**Work to be completed**
One line at a time, check the entries below for the word "position", and copy each line that has it.

☆ ☆ ☆

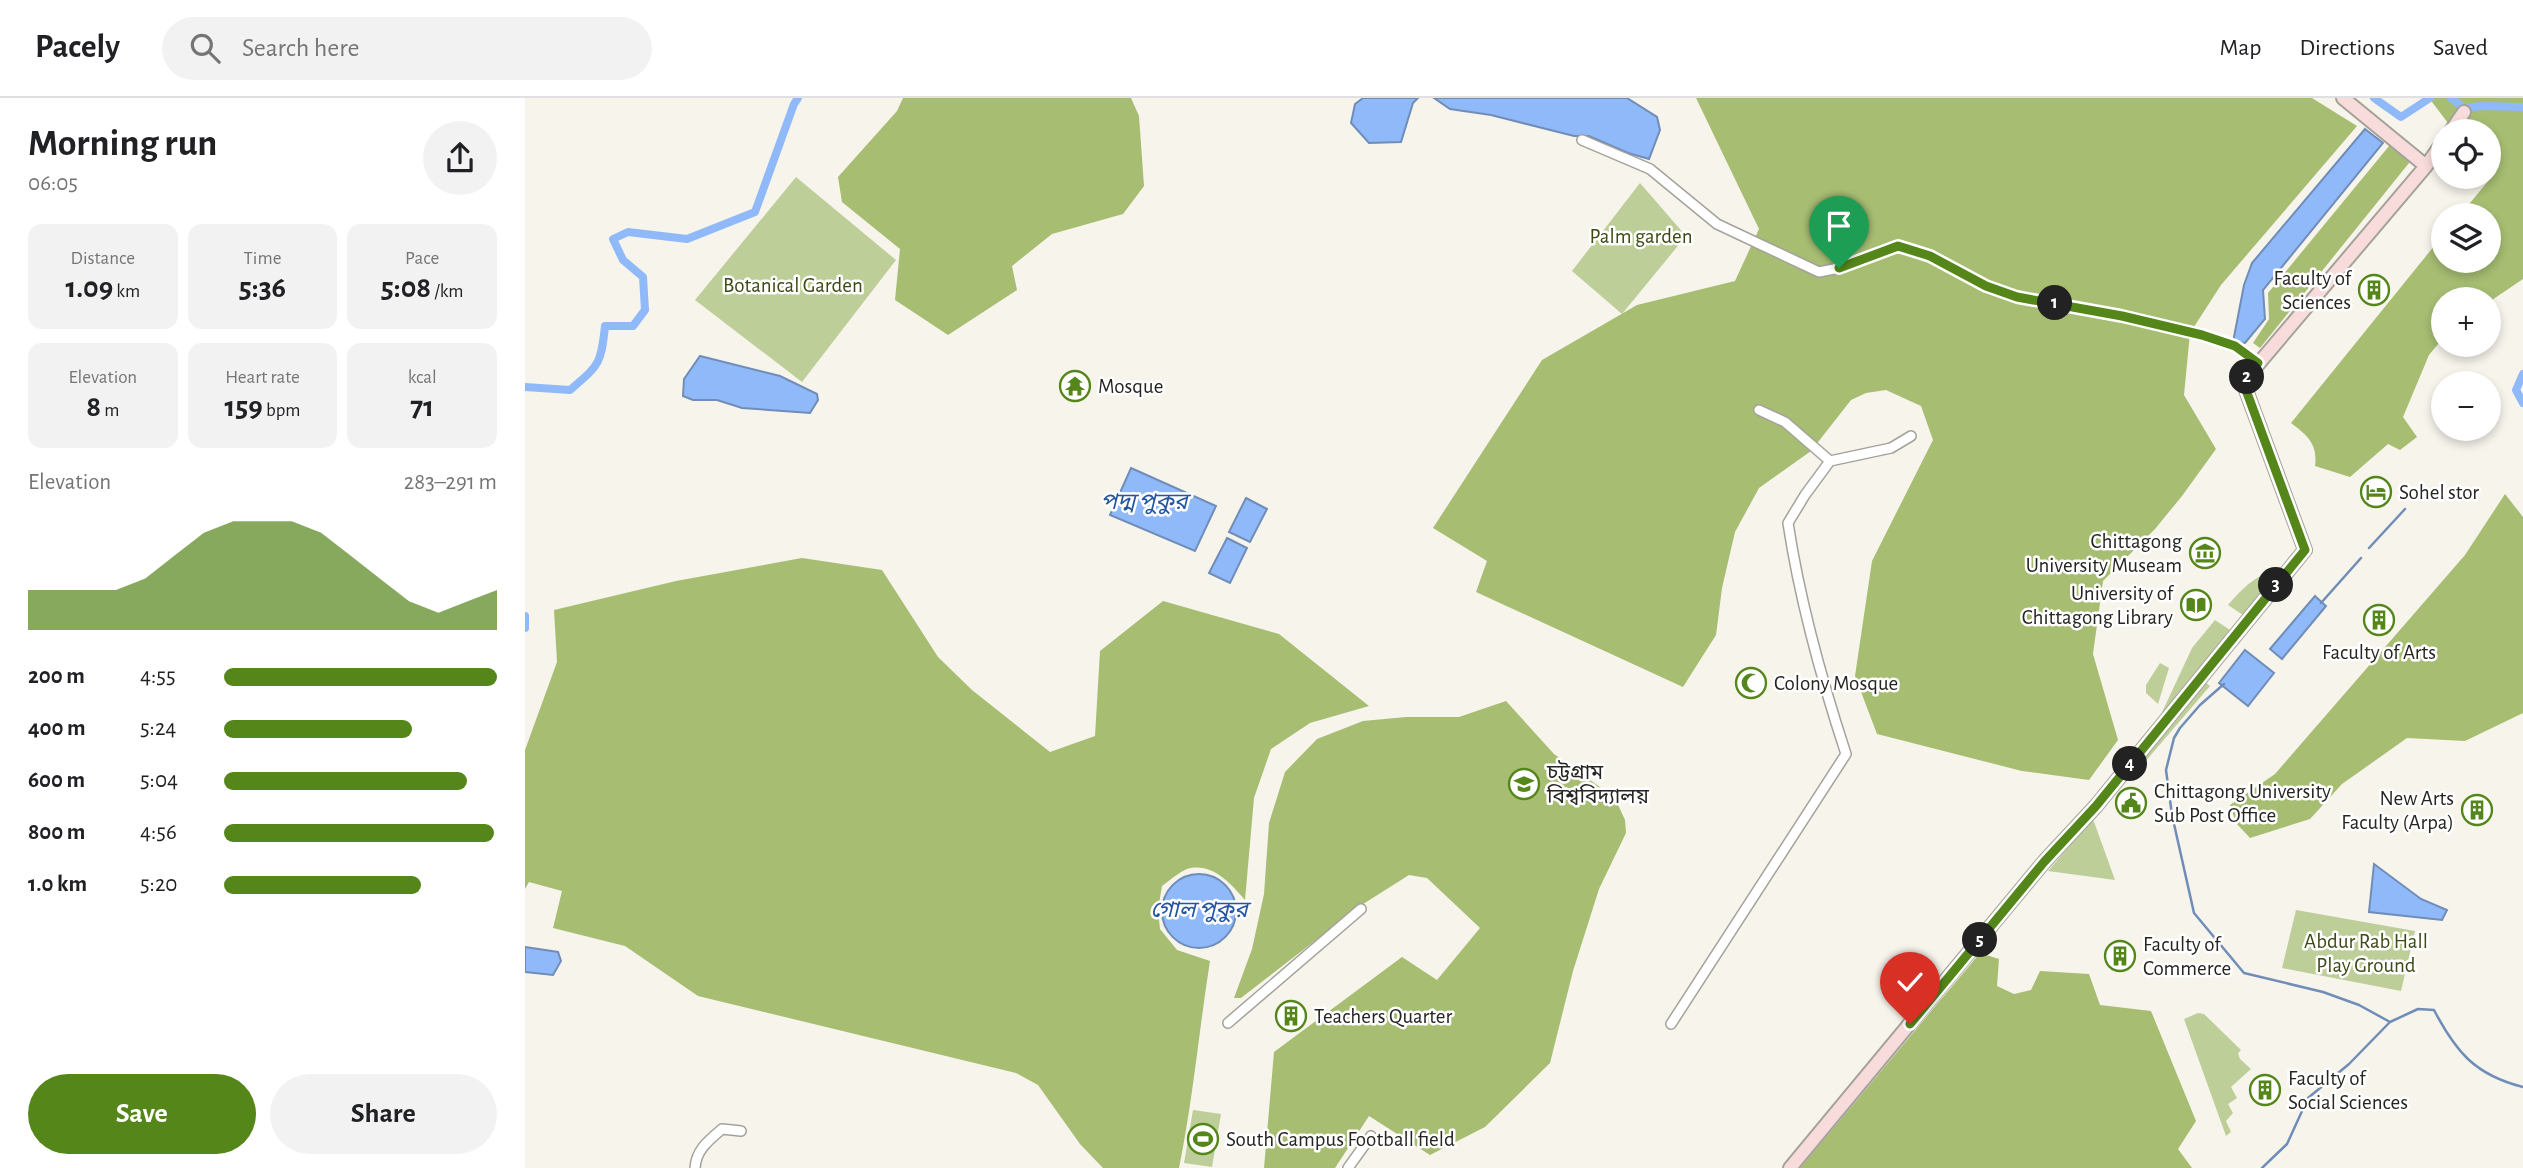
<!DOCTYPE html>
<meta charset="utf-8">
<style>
body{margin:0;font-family:"Alegreya Sans","Noto Sans Bengali",sans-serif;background:#f2f2f2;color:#202124;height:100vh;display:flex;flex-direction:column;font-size:26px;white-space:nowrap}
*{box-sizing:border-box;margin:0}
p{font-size:23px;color:#757577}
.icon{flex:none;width:38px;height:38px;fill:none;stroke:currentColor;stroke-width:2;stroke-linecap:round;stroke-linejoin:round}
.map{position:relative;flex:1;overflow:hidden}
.details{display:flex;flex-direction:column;background:#fff;width:525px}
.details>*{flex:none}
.buttons{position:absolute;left:1906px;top:21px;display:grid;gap:14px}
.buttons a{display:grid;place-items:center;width:70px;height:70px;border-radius:50%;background:#fff;box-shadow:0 4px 10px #0003;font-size:35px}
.pin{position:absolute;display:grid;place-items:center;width:60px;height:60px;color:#fff;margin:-72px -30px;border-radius:50% 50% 50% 0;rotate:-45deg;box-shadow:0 0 7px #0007}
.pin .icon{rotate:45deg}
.km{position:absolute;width:35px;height:35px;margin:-18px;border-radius:50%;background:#222;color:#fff;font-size:19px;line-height:35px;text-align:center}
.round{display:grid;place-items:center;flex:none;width:74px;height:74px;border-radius:37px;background:#f2f2f2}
.overview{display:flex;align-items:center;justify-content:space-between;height:119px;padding:0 28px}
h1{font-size:38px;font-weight:700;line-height:52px}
.metrics{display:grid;grid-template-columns:repeat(3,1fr);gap:10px;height:119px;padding:7px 28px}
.metrics div{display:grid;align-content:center;border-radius:14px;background:#f2f2f2;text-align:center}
.metrics b{font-size:30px;font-weight:700}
.metrics small{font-size:19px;font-weight:400}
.metrics p{font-size:19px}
.chart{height:196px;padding:14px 28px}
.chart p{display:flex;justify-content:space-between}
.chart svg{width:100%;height:126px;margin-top:7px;fill:#55861a;opacity:.7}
.cta{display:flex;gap:14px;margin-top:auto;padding:14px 28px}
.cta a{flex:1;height:80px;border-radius:42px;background:#55861a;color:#fff;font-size:28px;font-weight:700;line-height:80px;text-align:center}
.cta a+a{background:#f2f2f2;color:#202124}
ul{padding:0 28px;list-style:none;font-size:23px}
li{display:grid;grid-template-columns:112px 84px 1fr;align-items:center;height:52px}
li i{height:18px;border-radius:9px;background:#55861a}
header{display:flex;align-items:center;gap:42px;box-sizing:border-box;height:98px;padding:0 35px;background:#fff;border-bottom:2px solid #e0e0e0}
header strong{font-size:33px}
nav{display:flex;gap:38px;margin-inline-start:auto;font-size:24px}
.search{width:490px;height:63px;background:#f2f2f2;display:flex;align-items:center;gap:18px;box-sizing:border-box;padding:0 24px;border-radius:38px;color:#757577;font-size:26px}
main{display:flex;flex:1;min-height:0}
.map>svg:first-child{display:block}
.green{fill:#bdce99}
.forest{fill:#a6bd72}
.water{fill:#8fb9f9;stroke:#708db8;stroke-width:2}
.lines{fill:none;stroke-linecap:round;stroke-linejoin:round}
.stream{stroke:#708db8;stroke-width:2.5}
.canal{stroke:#8fb9f9;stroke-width:8}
.street-casing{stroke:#a5a29b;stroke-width:12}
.secondary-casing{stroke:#a5a29b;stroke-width:16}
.street{stroke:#fff;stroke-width:9}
.secondary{stroke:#f7dcdb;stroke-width:12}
.route-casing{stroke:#fff;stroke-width:14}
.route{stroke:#55861a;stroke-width:9}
.labels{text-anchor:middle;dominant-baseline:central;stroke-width:5;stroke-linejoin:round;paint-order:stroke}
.park-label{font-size:21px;fill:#3c4a14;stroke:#fff}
.poi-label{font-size:21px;fill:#262522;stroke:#fff;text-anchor:start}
.water-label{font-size:23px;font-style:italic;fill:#2355a0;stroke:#fff}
</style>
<header>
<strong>Pacely</strong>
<div class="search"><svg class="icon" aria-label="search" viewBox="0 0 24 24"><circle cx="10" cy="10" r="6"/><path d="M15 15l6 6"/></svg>Search here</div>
<nav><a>Map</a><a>Directions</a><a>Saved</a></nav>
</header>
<main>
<section class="details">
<div class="overview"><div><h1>Morning run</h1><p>06:05</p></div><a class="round"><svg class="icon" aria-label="share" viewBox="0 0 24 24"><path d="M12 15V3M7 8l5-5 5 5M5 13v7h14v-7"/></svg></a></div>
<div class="metrics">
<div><p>Distance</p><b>1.09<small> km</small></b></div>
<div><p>Time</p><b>5:36</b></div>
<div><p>Pace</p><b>5:08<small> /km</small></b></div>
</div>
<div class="metrics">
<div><p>Elevation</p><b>8<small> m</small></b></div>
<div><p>Heart rate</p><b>159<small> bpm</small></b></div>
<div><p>kcal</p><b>71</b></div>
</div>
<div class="chart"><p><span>Elevation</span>283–291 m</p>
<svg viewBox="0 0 160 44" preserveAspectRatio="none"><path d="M0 44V30L10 30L20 30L30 30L40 26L50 18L60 10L70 6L80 6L90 6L100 10L110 18L120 26L130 34L140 38L150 34L160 30V44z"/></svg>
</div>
<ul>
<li><b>200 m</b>4:55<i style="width:100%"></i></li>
<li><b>400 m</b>5:24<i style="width:69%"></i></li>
<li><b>600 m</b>5:04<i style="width:89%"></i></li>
<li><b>800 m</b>4:56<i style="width:99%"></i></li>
<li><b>1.0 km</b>5:20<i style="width:72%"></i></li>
</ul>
<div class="cta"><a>Save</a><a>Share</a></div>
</section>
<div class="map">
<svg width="1998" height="1070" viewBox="0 0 1998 1070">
<rect width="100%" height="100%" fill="#f7f4ec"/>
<!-- green -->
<path class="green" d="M271 79 371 162 277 284 170 202Z
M1115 85 1161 138 1097 216 1047 173Z
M1760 470 1718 517 1703 507C1720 488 1733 474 1760 470Z
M1690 522 1705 532 1633 623 1667 550Z
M1635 565 1644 570 1633 606 1621 595V587Z
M1678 582 1685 588 1619 665 1613 659Z
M1568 721 1590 782 1523 773Z
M1771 812 1890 833 1876 893 1757 870Z
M1381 854 1396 866 1379 886 1364 876Z
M1673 915 1679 916 1716 952 1713 955 1715 961 1726 971 1706 989 1712 1000 1703 1006 1708 1015 1701 1023 1706 1034 1701 1038 1659 921Z
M668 1012 696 1016 687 1069 659 1065Z"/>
<!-- forest -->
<path class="forest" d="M378 0H606L614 18 619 88 598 116 527 136 487 168 492 192 423 237 370 202 375 151 317 104 313 79 372 13Z
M1171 0H1787L1832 28 1696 187 1665 235 1659 297 1691 351 1657 398 1630 431 1578 483 1568 556 1593 642 1564 682 1497 673 1352 636 1330 578 1347 463 1408 342 1396 308 1361 292 1341 295 1326 302 1286 353 1234 390 1210 434 1197 490 1191 537 1158 589 951 494 962 463 908 430 1017 262 1112 207 1210 183 1234 131Z
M1904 0H1998V181L1964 204V201H1918V240L1904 257 1878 319 1892 339 1875 352 1863 346 1825 379 1790 368C1793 346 1782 337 1766 325L1918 137V163H1964V117H1935L1964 82 1962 79 1964 33H1929Z
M1869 42 1888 60 1735 250 1728 245 1744 221 1743 195Z
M1980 396 1998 419V615L1940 643 1882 640 1817 686 1785 721 1725 740 1711 725 1705 707 1750 676 1940 457Z
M277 460 357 472 413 559 447 592 525 654 570 638 575 553 638 503 754 536 844 608 785 625 746 651 729 700 720 802C705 785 687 764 662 771 654 774 644 783 637 788L633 812 635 831 652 852 685 863C674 932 668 1002 654 1070H578L555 1046 513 987 491 975 173 898 100 848 28 830 37 793 4 784 0 791V652L32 564 29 512 151 483Z
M981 603 1029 656 1090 700 1100 722 1101 735 1074 791 1048 873 1025 965 960 1029 905 1057 844 1018 810 1070H739L749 954 877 859 912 882 955 830 902 780 884 777 835 808 716 900H709L727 851 739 796 744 725 760 674 792 641 838 623 881 619H934Z
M1455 855 1474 861 1472 888 1489 896 1506 892 1515 873 1564 876 1575 907 1626 913 1671 1023 1653 1051 1667 1070H1275Z"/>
<!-- water -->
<path class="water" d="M838 0H893L888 5 876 44 844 45 826 25 830 6Z
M909 0H1102L1132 19 1135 32 1124 61 1103 55 1064 38H1049L966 17 925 11Z
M1840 31 1858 45 1738 192 1740 221 1720 245 1708 244 1719 187 1727 165Z
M175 258 255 278 292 296 293 302 285 315 217 310 192 302H168L158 298 159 281Z
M606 370 691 408 670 453 585 417Z
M721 400 742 411 725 444 704 434Z
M702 440 722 450 705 485 684 475Z
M1790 498 1801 508 1757 561 1745 551Z
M1720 552 1749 575 1723 608 1694 585Z
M1849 766 1896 801 1922 812 1917 822 1844 814Z
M637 813a37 37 0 1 1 74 0a37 37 0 1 1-74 0Z
M0 849 33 854 36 863 28 877 0 874Z"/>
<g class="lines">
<!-- stream -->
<path class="stream" d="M1844 450 1880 411
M1796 505 1836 460
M1699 586 1675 607 1655 630 1649 640 1641 672 1647 717 1669 815 1719 875 1798 894 1834 907 1865 924 1893 911 1909 912C1931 954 1950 977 1998 989
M1737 1070 1762 1046 1783 1000 1824 966 1865 924"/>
<!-- canal -->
<path class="canal" d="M1849 0 1876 19 1905 0
M1926 0 1939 10 1957 8 1998 9
M1998 276 1991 292 1998 305
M0 289 45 292C74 267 76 267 80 228H108L120 212 118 179 98 162 88 141 103 134 162 141 230 114 269 6 273 0
M0 518V530"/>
<!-- street casing -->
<g class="street-casing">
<path id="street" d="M1057 42 1125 71 1192 126 1294 174 1314 170 1373 148 1404 158 1461 188 1492 199 1597 218 1677 237 1710 248 1733 265
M1234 312 1260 324 1305 363
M703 925 836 811
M1146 926 1321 656C1296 580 1275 504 1263 425L1280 397 1305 363 1366 350 1386 338
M170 1070C171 1052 184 1042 197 1031L216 1033
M823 1070 846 1038"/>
</g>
<!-- secondary casing -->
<g class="secondary-casing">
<path id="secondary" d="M1818 0 1901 68
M1926 33 1939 14
M1265 1070 1519 764 1571 708 1780 452 1718 284 1901 68 1918 44"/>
</g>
<!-- street -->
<use href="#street" class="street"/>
<!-- secondary -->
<use href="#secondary" class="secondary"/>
</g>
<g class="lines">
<!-- route casing -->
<g class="route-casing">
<path id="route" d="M1314 170 1373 148 1405 158 1461 188 1492 199 1597 218 1677 237 1710 248 1733 265 1718 284 1780 452 1571 708 1519 764 1385 926"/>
</g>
<!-- route -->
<use href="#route" class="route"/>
</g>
<!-- icons -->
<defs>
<g id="building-ring" transform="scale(1.575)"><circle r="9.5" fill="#fff" stroke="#55861a" stroke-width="1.5"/><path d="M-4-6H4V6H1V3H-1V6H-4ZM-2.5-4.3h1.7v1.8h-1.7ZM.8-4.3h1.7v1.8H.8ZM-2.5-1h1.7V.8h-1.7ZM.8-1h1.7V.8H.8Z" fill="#55861a"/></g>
<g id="temple-ring" transform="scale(1.575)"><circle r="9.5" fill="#fff" stroke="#55861a" stroke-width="1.5"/><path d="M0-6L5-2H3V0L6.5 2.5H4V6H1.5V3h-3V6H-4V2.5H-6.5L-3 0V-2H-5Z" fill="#55861a"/></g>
<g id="hotel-ring" transform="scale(1.575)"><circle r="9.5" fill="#fff" stroke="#55861a" stroke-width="1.5"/><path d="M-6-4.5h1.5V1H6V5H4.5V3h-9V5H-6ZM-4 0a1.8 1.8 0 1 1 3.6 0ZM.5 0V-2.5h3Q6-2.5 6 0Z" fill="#55861a"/></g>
<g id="museum-ring" transform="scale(1.575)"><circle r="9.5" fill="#fff" stroke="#55861a" stroke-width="1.5"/><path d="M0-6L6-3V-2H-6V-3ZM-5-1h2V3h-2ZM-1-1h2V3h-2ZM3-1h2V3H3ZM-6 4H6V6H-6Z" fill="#55861a"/></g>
<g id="library-ring" transform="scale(1.575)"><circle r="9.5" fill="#fff" stroke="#55861a" stroke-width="1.5"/><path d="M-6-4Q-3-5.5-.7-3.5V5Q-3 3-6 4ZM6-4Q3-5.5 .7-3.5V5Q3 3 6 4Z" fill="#55861a"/></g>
<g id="mosque-ring" transform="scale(1.575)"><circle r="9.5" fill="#fff" stroke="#55861a" stroke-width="1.5"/><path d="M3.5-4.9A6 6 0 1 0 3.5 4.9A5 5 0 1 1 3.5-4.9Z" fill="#55861a"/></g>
<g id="university-ring" transform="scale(1.575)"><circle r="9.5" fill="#fff" stroke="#55861a" stroke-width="1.5"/><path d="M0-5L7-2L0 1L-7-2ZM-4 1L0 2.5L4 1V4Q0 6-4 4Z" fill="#55861a"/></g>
<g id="civic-ring" transform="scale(1.575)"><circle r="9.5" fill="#fff" stroke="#55861a" stroke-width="1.5"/><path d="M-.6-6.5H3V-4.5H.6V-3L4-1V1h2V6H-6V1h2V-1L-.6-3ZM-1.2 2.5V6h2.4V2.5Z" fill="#55861a"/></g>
<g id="stadium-ring" transform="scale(1.575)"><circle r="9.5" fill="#fff" stroke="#55861a" stroke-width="1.5"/><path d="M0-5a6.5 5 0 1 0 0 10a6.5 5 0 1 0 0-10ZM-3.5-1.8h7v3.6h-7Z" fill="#55861a"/></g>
</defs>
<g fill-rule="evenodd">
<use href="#building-ring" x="1849" y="192"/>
<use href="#temple-ring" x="550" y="288"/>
<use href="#hotel-ring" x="1851" y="394"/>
<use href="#museum-ring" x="1680" y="455"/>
<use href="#library-ring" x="1671" y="507"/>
<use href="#building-ring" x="1854" y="522"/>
<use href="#mosque-ring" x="1226" y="585"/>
<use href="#university-ring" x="999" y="686"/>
<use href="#civic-ring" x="1606" y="705"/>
<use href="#building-ring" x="1952" y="712"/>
<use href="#building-ring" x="1595" y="858"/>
<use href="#building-ring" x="766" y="918"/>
<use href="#building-ring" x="1740" y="992"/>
<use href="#stadium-ring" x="678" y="1041"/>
</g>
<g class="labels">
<!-- park labels -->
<g class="park-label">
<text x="1116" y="138">Palm garden</text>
<text x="268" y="187">Botanical Garden</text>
<text x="1841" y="843">Abdur Rab Hall<tspan x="1841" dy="24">Play Ground</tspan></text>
</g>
<!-- poi labels -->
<g class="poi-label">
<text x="1826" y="180" text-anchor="end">Faculty of<tspan x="1826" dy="24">Sciences</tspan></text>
<text x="573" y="288">Mosque</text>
<text x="1874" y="394">Sohel stor</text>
<text x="1657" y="443" text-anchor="end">Chittagong<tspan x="1657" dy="24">University Museam</tspan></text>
<text x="1648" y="495" text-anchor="end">University of<tspan x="1648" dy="24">Chittagong Library</tspan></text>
<text x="1854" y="554" text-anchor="middle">Faculty of Arts</text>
<text x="1249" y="585">Colony Mosque</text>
<text x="1022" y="674">চট্টগ্রাম<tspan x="1022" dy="24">বিশ্ববিদ্যালয়</tspan></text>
<text x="1629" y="693">Chittagong University<tspan x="1629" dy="24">Sub Post Office</tspan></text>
<text x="1929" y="700" text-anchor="end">New Arts<tspan x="1929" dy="24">Faculty (Arpa)</tspan></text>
<text x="1618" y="846">Faculty of<tspan x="1618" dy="24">Commerce</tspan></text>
<text x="789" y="918">Teachers Quarter</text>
<text x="1763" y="980">Faculty of<tspan x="1763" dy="24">Social Sciences</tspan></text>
<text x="701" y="1041">South Campus Football field</text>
</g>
<!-- water labels -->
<g class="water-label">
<text x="619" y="404">পদ্ম পুকুর</text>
<text x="674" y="812">গোল পুকুর</text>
</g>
</g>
</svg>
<div class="buttons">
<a><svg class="icon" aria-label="locate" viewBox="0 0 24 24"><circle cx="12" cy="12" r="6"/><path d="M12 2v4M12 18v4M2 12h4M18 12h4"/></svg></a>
<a><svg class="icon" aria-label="layers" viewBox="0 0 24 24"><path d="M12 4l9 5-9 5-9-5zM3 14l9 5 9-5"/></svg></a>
<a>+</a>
<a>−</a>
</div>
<div class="pin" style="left:1314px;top:170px;background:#1e9e55"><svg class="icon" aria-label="arrive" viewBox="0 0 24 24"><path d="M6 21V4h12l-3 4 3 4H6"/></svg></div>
<div class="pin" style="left:1385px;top:926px;background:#d93025"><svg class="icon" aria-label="check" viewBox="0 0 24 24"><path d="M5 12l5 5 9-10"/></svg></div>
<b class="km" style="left:1530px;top:205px">1</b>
<b class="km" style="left:1722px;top:279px">2</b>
<b class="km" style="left:1751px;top:487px">3</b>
<b class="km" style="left:1605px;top:666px">4</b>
<b class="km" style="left:1455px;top:842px">5</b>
</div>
</main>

☆ ☆ ☆

**Exercise answer**
.map{position:relative;flex:1;overflow:hidden}
.buttons{position:absolute;left:1906px;top:21px;display:grid;gap:14px}
.pin{position:absolute;display:grid;place-items:center;width:60px;height:60px;color:#fff;margin:-72px -30px;border-radius:50% 50% 50% 0;rotate:-45deg;box-shadow:0 0 7px #0007}
.km{position:absolute;width:35px;height:35px;margin:-18px;border-radius:50%;background:#222;color:#fff;font-size:19px;line-height:35px;text-align:center}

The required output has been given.